WHAT TO DO - All of the data that follows should be retyped exactly as it appears.

(Dataset items)
- - - - -
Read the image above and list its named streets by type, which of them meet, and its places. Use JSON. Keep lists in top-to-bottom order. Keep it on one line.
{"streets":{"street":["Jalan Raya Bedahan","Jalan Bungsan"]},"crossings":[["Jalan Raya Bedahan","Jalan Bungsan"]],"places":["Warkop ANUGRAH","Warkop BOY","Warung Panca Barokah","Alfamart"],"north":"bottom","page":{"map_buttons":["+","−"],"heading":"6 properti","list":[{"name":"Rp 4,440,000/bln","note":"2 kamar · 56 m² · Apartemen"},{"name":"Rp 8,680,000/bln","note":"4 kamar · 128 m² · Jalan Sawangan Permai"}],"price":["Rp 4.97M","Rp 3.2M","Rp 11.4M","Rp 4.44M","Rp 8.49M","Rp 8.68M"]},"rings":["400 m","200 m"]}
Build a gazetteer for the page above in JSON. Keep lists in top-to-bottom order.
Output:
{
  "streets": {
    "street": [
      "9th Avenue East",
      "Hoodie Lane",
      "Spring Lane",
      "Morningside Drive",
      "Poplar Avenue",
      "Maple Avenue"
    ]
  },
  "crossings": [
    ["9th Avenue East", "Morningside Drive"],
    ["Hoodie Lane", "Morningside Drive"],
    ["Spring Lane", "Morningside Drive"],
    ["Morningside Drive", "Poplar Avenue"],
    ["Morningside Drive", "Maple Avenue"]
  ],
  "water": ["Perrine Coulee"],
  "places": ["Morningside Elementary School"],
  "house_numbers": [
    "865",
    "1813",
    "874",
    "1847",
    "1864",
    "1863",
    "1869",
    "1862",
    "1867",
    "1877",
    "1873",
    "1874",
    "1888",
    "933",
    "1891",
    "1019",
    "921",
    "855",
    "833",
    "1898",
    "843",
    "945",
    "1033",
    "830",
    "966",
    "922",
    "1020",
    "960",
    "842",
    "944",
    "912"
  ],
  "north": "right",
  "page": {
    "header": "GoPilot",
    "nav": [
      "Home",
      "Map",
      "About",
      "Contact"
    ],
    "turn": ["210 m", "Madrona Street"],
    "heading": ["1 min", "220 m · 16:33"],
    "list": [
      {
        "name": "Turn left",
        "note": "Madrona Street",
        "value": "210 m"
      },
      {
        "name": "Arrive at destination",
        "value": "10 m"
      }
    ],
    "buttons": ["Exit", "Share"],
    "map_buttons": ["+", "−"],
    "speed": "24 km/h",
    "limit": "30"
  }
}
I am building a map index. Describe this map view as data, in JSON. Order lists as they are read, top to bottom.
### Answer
- - - - -
SOLUTION FOR THIS TASK -
Read the image above and list its named streets by type, which of them meet, and its places. Use JSON. Keep lists in top-to-bottom order. Keep it on one line.
{"streets":{"street":["Jalan Raya Bedahan","Jalan Bungsan"]},"crossings":[["Jalan Raya Bedahan","Jalan Bungsan"]],"places":["Warkop ANUGRAH","Warkop BOY","Warung Panca Barokah","Alfamart"],"north":"bottom","page":{"map_buttons":["+","−"],"heading":"6 properti","list":[{"name":"Rp 4,440,000/bln","note":"2 kamar · 56 m² · Apartemen"},{"name":"Rp 8,680,000/bln","note":"4 kamar · 128 m² · Jalan Sawangan Permai"}],"price":["Rp 4.97M","Rp 3.2M","Rp 11.4M","Rp 4.44M","Rp 8.49M","Rp 8.68M"]},"rings":["400 m","200 m"]}
Build a gazetteer for the page above in JSON. Keep lists in top-to-bottom order.
Output:
{
  "streets": {
    "street": [
      "9th Avenue East",
      "Hoodie Lane",
      "Spring Lane",
      "Morningside Drive",
      "Poplar Avenue",
      "Maple Avenue"
    ]
  },
  "crossings": [
    ["9th Avenue East", "Morningside Drive"],
    ["Hoodie Lane", "Morningside Drive"],
    ["Spring Lane", "Morningside Drive"],
    ["Morningside Drive", "Poplar Avenue"],
    ["Morningside Drive", "Maple Avenue"]
  ],
  "water": ["Perrine Coulee"],
  "places": ["Morningside Elementary School"],
  "house_numbers": [
    "865",
    "1813",
    "874",
    "1847",
    "1864",
    "1863",
    "1869",
    "1862",
    "1867",
    "1877",
    "1873",
    "1874",
    "1888",
    "933",
    "1891",
    "1019",
    "921",
    "855",
    "833",
    "1898",
    "843",
    "945",
    "1033",
    "830",
    "966",
    "922",
    "1020",
    "960",
    "842",
    "944",
    "912"
  ],
  "north": "right",
  "page": {
    "header": "GoPilot",
    "nav": [
      "Home",
      "Map",
      "About",
      "Contact"
    ],
    "turn": ["210 m", "Madrona Street"],
    "heading": ["1 min", "220 m · 16:33"],
    "list": [
      {
        "name": "Turn left",
        "note": "Madrona Street",
        "value": "210 m"
      },
      {
        "name": "Arrive at destination",
        "value": "10 m"
      }
    ],
    "buttons": ["Exit", "Share"],
    "map_buttons": ["+", "−"],
    "speed": "24 km/h",
    "limit": "30"
  }
}
I am building a map index. Describe this map view as data, in JSON. Order lists as they are read, top to bottom.
### Answer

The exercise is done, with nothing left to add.